**EXERCISE DETAILS:**
Begin with the first line below and retype each line exactly through the line containing "function fillPath(path, color)". Any pictures are to be left out.

#####

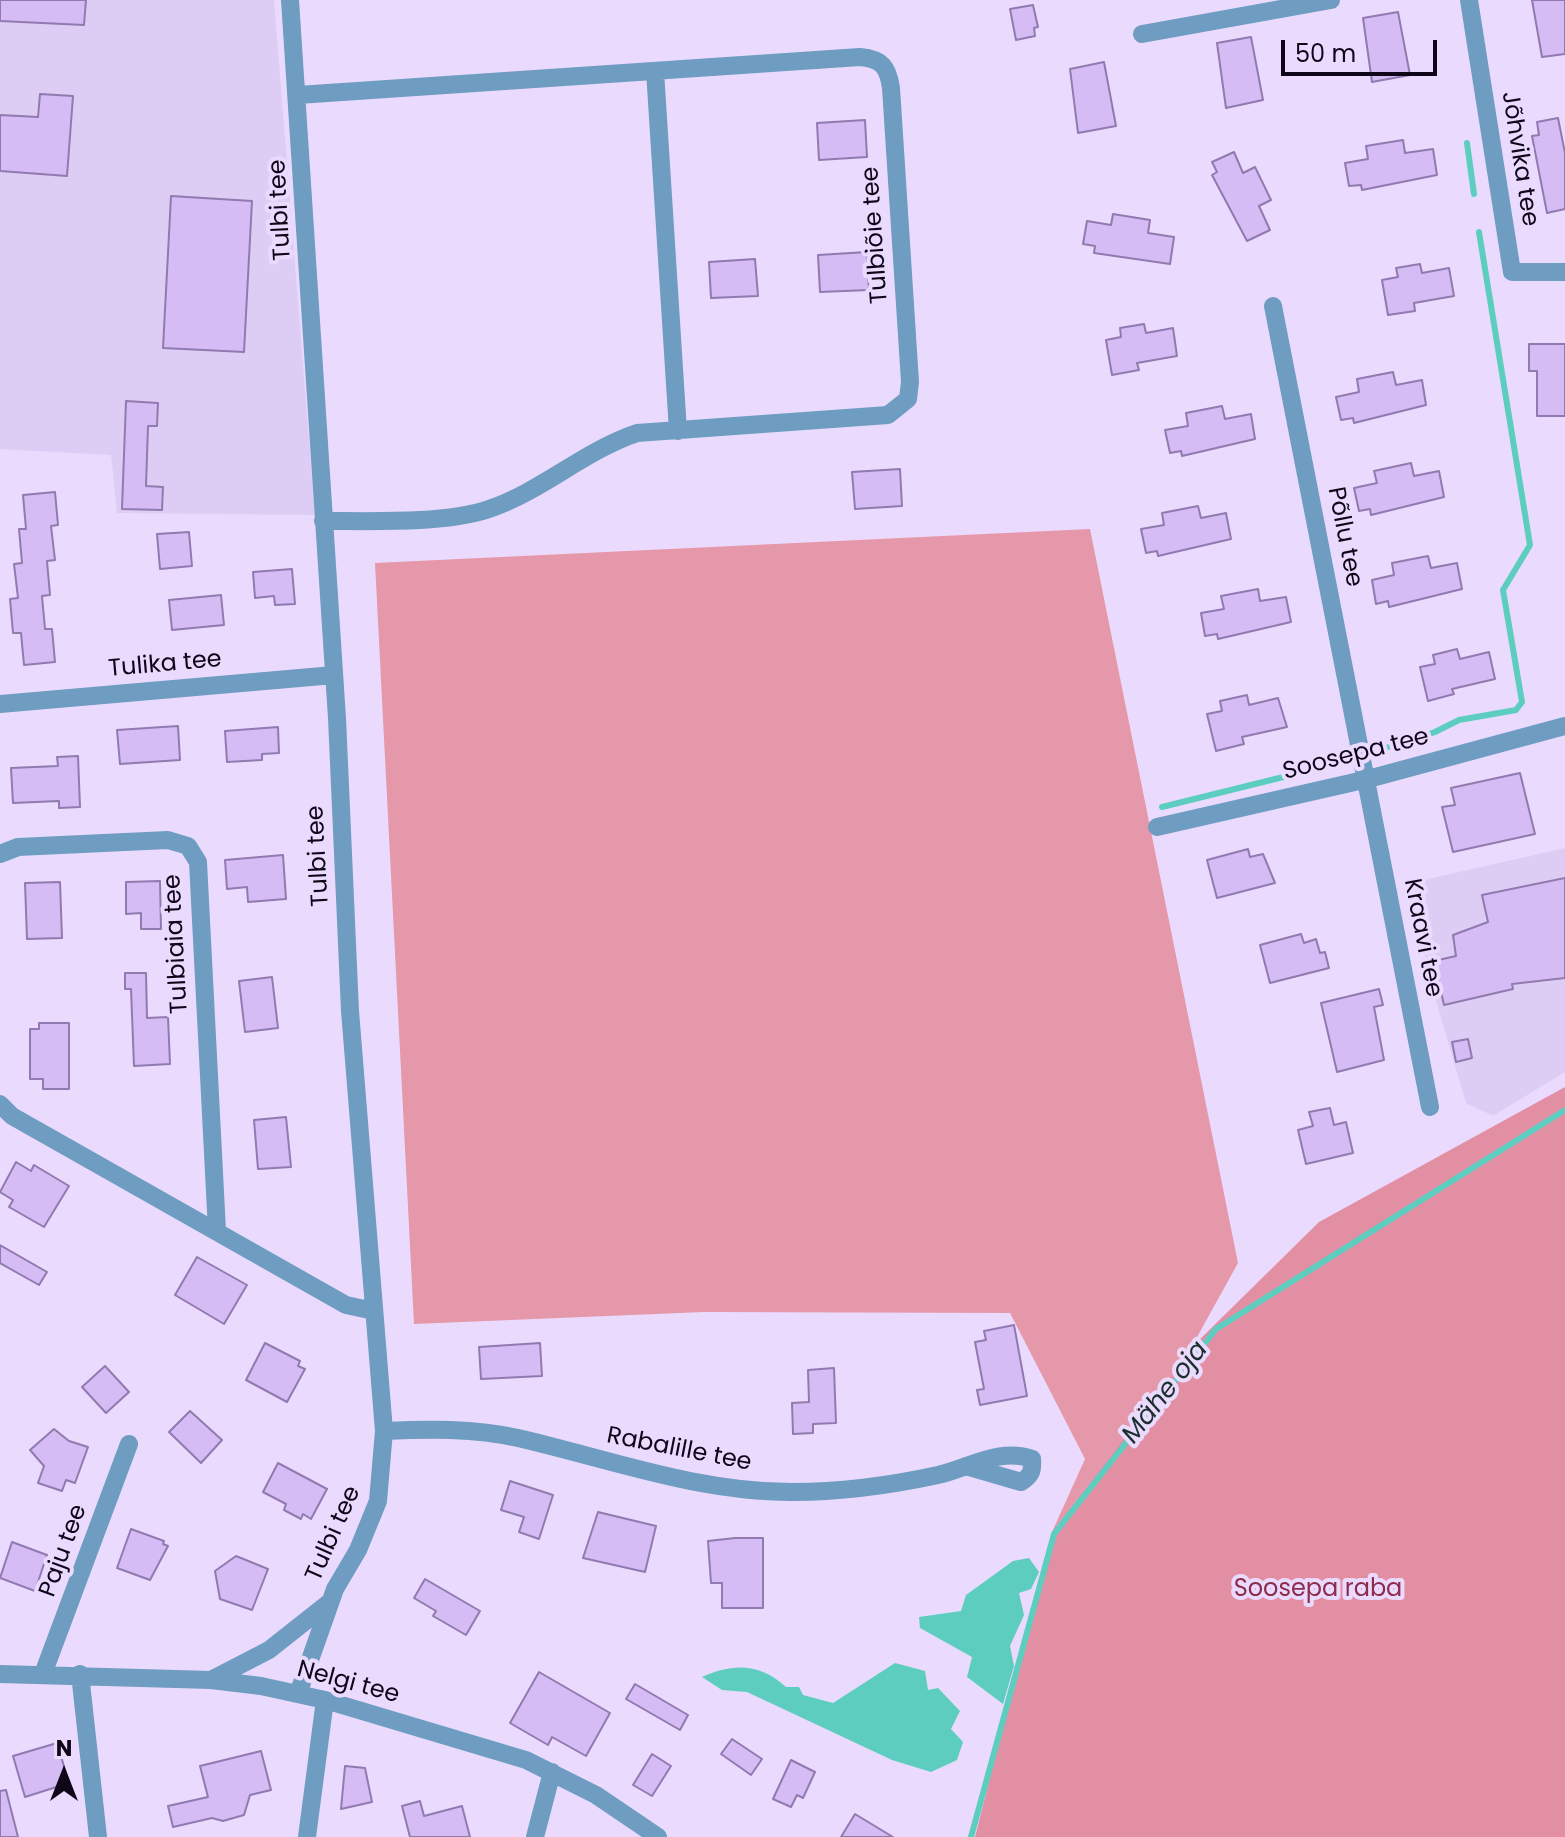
<!DOCTYPE html>
<meta charset="utf-8">
<style>
body{margin:0}
#map{position:relative;width:1565px;height:1837px;overflow:hidden;background:#eadbfe;font-family:Poppins,sans-serif}
canvas{display:block}
.north{position:absolute;left:24px;top:1733px;width:80px;height:80px;-webkit-text-stroke:6px #eadbfe;paint-order:stroke;rotate:0deg;font-size:22px;font-weight:700;line-height:32px;text-align:center;color:#0f0619}
.north::after{content:'';display:block;margin:auto;width:28px;height:36px;background:#0f0619;clip-path:polygon(50% 0,100% 100%,50% 72%,0 100%)}
.scale{position:absolute;left:1281px;top:40px;width:156px;height:36px;box-sizing:border-box;border:4px solid #0f0619;border-top:0;padding-left:10px;font-size:24px;line-height:28px;white-space:nowrap;color:#0f0619;-webkit-text-stroke:6px #eadbfe;paint-order:stroke}
</style>
<div id="map">
<canvas width="1565" height="1837"></canvas>
<div class="north">N</div>
<div class="scale">50 m</div>
</div>
<script>
const context = document.querySelector('canvas').getContext('2d');
context.lineJoin = 'round';
function fillPath(path, color) {
  context.fillStyle = color;
  context.fill(path, 'evenodd');
}
function stroke(path, color, width, dash) {
  context.strokeStyle = color;
  context.lineWidth = width;
  context.lineCap = dash ? 'butt' : 'round';
  context.setLineDash(dash || []);
  context.stroke(path);
}
function label(font, color, halo, rows, align = 'center') {
  context.font = font + ' Poppins,sans-serif';
  context.lineWidth = 8;
  context.setLineDash([]);
  context.textBaseline = 'middle';
  context.strokeStyle = halo;
  context.fillStyle = color;
  for (const [text, x, y, turn = 0] of rows) {
    context.save();
    context.translate(x, y);
    context.rotate((+turn || 0) * Math.PI / 180);
    context.textAlign = isNaN(turn) ? turn : align;
    if (halo) context.strokeText(text, 0, 0);
    context.fillText(text, 0, 0);
    context.restore();
  }
}
const built = new Path2D(`
 M0 0H274L315 515 117 513 111 455 0 449Z
 M1565 848V1072L1493 1116 1466 1103 1431 984 1410 883Z`);
const green = new Path2D(`
 M1090 529 1238 1263 1191 1348 1052 1532 1085 1459 1010 1313 704 1312 414 1324 375 563Z`);
const forest = new Path2D(`
 M1565 1087V1837H975L1052 1532 1191 1348 1319 1222Z`);
const water = new Path2D(`
 M1029 1558 1039 1572 1031 1589 1019 1593 1024 1615 1010 1646 1014 1666 1003 1704 967 1677 972 1657 920 1628 919 1617 961 1611 966 1595 1013 1561Z
 M895 1663 925 1671 928 1690 938 1688 960 1711 951 1729 963 1742 957 1760 931 1772 892 1760 747 1692 722 1690 702 1677C733 1663 760 1663 786 1687H799L803 1695 833 1703Z`);
const stream = new Path2D(`
 M1467 143 1474 194
 M1382 749 1435 732 1459 720 1516 710 1522 702 1503 590 1530 545 1479 232
 M1162 807 1344 762
 M971 1837 1054 1534 1216 1329 1565 1110`);
const building = new Path2D(`
 M0 0H86L84 25 0 21Z
 M1532 0H1565V54L1542 57Z
 M1033 5 1038 27 1034 28 1035 36 1016 40 1010 9Z
 M1398 12 1410 75 1372 82 1363 18Z
 M1251 37 1263 100 1226 108 1217 43Z
 M1104 62 1116 126 1078 133 1070 69Z
 M40 94 73 96 67 176 0 171V115L38 117Z
 M1558 118 1565 153V209L1547 213 1532 136 1539 135 1537 122Z
 M865 120 867 157 819 160 817 123Z
 M1403 140 1405 153 1433 149 1437 175 1362 190 1361 185 1349 186 1345 163 1368 159 1366 146Z
 M1234 152 1243 173 1255 167 1271 200 1259 206 1270 230 1247 241 1212 175 1217 172 1212 162Z
 M171 196 252 201 244 352 163 348Z
 M1113 214 1150 220 1148 233 1174 237 1170 264 1094 253 1095 246 1083 244 1087 221 1111 225Z
 M867 252 869 290 820 292 818 255Z
 M755 259 758 296 711 298 709 262Z
 M1420 264 1422 273 1449 268 1454 296 1414 303 1415 311 1388 315 1382 280 1398 277 1396 268Z
 M1144 324 1146 333 1173 328 1177 356 1137 363 1139 370 1112 375 1106 340 1121 337 1120 328Z
 M1529 344H1565V416H1537V371H1529Z
 M1393 372 1396 385 1422 380 1426 405 1354 423 1353 418 1341 420 1336 397 1359 392 1357 379Z
 M126 401 158 403 157 426H148L146 486 163 487 162 510 122 509Z
 M1222 406 1225 419 1251 414 1255 439 1182 456 1181 451 1170 453 1165 430 1188 426 1186 413Z
 M1411 463 1414 476 1439 471 1444 497 1371 515 1370 509 1359 511 1354 488 1377 483 1374 471Z
 M900 469 902 506 855 509 852 472Z
 M55 492 58 525 51 526 55 560 47 561 50 595 42 596 45 629H52L55 662 24 665 21 633H13L10 599 18 598 14 564 22 563 19 529H26L23 495Z
 M1198 506 1201 518 1226 513 1231 539 1158 556 1157 551 1146 553 1141 529 1164 525 1162 513Z
 M189 532 192 566 160 569 157 534Z
 M1428 556 1431 568 1457 563 1462 589 1389 607 1388 601 1376 604 1372 580 1394 575 1392 563Z
 M292 569 295 604 275 605 274 596 255 598 253 572Z
 M1258 589 1260 601 1286 597 1291 622 1218 639 1217 634 1205 636 1201 613 1224 609 1221 596Z
 M221 595 224 625 172 630 169 600Z
 M1457 649 1460 659 1489 652 1495 679 1452 689 1454 694 1428 701 1420 667 1435 664 1433 655Z
 M1247 695 1249 705 1278 698 1287 727 1242 737 1244 744 1216 751 1207 714 1222 711 1220 701Z
 M178 726 180 760 120 764 117 730Z
 M278 727 279 753 262 754V760L227 762 225 731Z
 M78 756 80 807 59 808V801L13 803 11 768 58 766 57 757Z
 M1520 773 1535 834 1453 852 1442 807 1455 805 1451 788Z
 M1248 849 1250 857 1263 854 1275 883 1217 898 1207 860Z
 M283 855 286 899 248 902 247 887 227 889 225 860Z
 M1565 878V978L1512 984 1513 989 1444 1005 1434 961 1456 956 1453 935 1488 922 1482 895Z
 M160 881 161 929H141V913L126 914V882Z
 M60 882 62 938 27 939 25 883Z
 M1301 934 1304 943 1316 939 1320 953 1325 952 1329 968 1270 983 1260 945Z
 M125 973H146L147 1018 168 1017 170 1064 134 1066 131 989H125Z
 M272 977 278 1028 245 1032 239 981Z
 M1379 989 1383 1005 1374 1007 1384 1060 1337 1072 1321 1003Z
 M39 1023H69V1089H43V1079H30V1029H39Z
 M1468 1039 1472 1058 1456 1062 1452 1042Z
 M1330 1108 1334 1125 1346 1122 1353 1153 1306 1164 1298 1130 1313 1126 1309 1112Z
 M286 1117 291 1167 258 1169 254 1120Z
 M16 1162 31 1171 34 1165 69 1186 44 1227 9 1207 13 1200 0 1192Z
 M0 1245 47 1272 39 1285 0 1263Z
 M197 1257 247 1285 224 1324 175 1295Z
 M1014 1325 1027 1396 980 1405 977 1390 984 1389 975 1342 986 1340 984 1331Z
 M265 1343 300 1361 298 1366 305 1369 287 1402 246 1380Z
 M540 1343 542 1376 481 1379 479 1347Z
 M105 1366 129 1392 106 1413 82 1387Z
 M834 1368 836 1423 813 1424V1433L793 1434 792 1403 809 1402 808 1370Z
 M190 1411 222 1440 201 1463 169 1432Z
 M54 1429 69 1441 88 1447 75 1483 66 1480 62 1491 38 1483 44 1466 30 1450Z
 M278 1463 327 1489 311 1519 303 1514 301 1519 284 1510 286 1504 263 1492Z
 M510 1481 553 1495 539 1539 519 1532 524 1517 501 1510Z
 M598 1512 656 1526 645 1572 583 1558Z
 M131 1529 164 1541 163 1544 168 1546 150 1580 117 1568Z
 M735 1538H763V1608H722V1583H711L708 1541Z
 M12 1542 47 1555 35 1591 0 1578Z
 M236 1556 268 1569 252 1610 220 1599 215 1571Z
 M425 1579 480 1611 466 1635 433 1616 436 1611 414 1598Z
 M539 1672 610 1713 586 1756 552 1737 548 1745 510 1723Z
 M635 1684 688 1715 680 1730 626 1699Z
 M732 1739 762 1759 751 1775 721 1754Z
 M57 1743 69 1783 25 1797 13 1756Z
 M261 1751 271 1790 250 1795 244 1815 223 1821 212 1818 173 1827 168 1806 208 1797 200 1766Z
 M652 1754 671 1766 652 1796 633 1785Z
 M791 1760 815 1772 803 1798 797 1795 791 1807 773 1799Z
 M345 1766 365 1768 372 1802 341 1809Z
 M6 1790 18 1837H0V1791Z
 M420 1801 424 1816 462 1806 470 1837H410L402 1806Z
 M855 1814 893 1837H841Z`);
const minor = new Path2D(`
 M290 0 337 718 350 1011 384 1431 378 1501 358 1550 335 1589 298 1694
 M1469 0 1512 272H1565
 M1142 34 1331 0
 M655 71 678 431
 M298 95 860 57C882 59 888 67 891 88L910 382 908 399 888 415 637 433C584 451 542 491 489 509 446 524 370 521 323 521
 M1273 306 1430 1107
 M0 704 334 675
 M1157 827 1368 779 1565 726
 M0 854 18 847 168 840 188 846 198 862 217 1231
 M0 1104 12 1116 346 1305 374 1311
 M384 1431C429 1429 473 1428 518 1438 609 1459 697 1492 792 1492 839 1492 892 1485 938 1475 968 1468 1001 1447 1032 1459 1033 1471 1031 1476 1021 1482L966 1466
 M0 1674 211 1680 261 1686 325 1700 526 1760 596 1795 658 1837
 M43 1674 129 1444
 M80 1674 98 1837
 M211 1680 269 1650 331 1601
 M307 1837 325 1700
 M535 1837 552 1772`);
const streetNames = [
 ["Jõhvika tee",1519,159,81],
 ["Tulbi tee",281,210,-93],
 ["Tulbiõie tee",876,235,-94],
 ["Põllu tee",1344,537,79],
 ["Tulika tee",165,665,-5],
 ["Soosepa tee",1356,755,-14],
 ["Tulbi tee",319,856,-93],
 ["Kraavi tee",1422,938,79],
 ["Tulbiaia tee",177,944,-93],
 ["Rabalille tee",679,1450,11],
 ["Tulbi tee",334,1534,-66],
 ["Paju tee",64,1551,-70],
 ["Nelgi tee",348,1683,15]
];
const parkNames = [
 ["Soosepa raba",1318,1590]
];
const waterNames = [
 ["Mähe oja",1166,1393,-52]
];
fillPath(built, '#ddcdf4');
fillPath(green, '#e598aa');
fillPath(forest, '#e38fa3');
fillPath(water, '#5dcdbf');
stroke(stream, '#5dcdbf', 6);
fillPath(building, '#d5bcf5');
stroke(building, '#917aaf', 2);
stroke(minor, '#6f9cc1', 18);
label('24px', '#0f0619', '#eadbfe', streetNames);
label('24px', '#8e2c4c', '#eadbfe', parkNames);
label('italic 26px', '#1b2f2c', '#eadbfe', waterNames);
</script>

#####

**RESULT OF THIS TASK:**
<!DOCTYPE html>
<meta charset="utf-8">
<style>
body{margin:0}
#map{position:relative;width:1565px;height:1837px;overflow:hidden;background:#eadbfe;font-family:Poppins,sans-serif}
canvas{display:block}
.north{position:absolute;left:24px;top:1733px;width:80px;height:80px;-webkit-text-stroke:6px #eadbfe;paint-order:stroke;rotate:0deg;font-size:22px;font-weight:700;line-height:32px;text-align:center;color:#0f0619}
.north::after{content:'';display:block;margin:auto;width:28px;height:36px;background:#0f0619;clip-path:polygon(50% 0,100% 100%,50% 72%,0 100%)}
.scale{position:absolute;left:1281px;top:40px;width:156px;height:36px;box-sizing:border-box;border:4px solid #0f0619;border-top:0;padding-left:10px;font-size:24px;line-height:28px;white-space:nowrap;color:#0f0619;-webkit-text-stroke:6px #eadbfe;paint-order:stroke}
</style>
<div id="map">
<canvas width="1565" height="1837"></canvas>
<div class="north">N</div>
<div class="scale">50 m</div>
</div>
<script>
const context = document.querySelector('canvas').getContext('2d');
context.lineJoin = 'round';
function fillPath(path, color) {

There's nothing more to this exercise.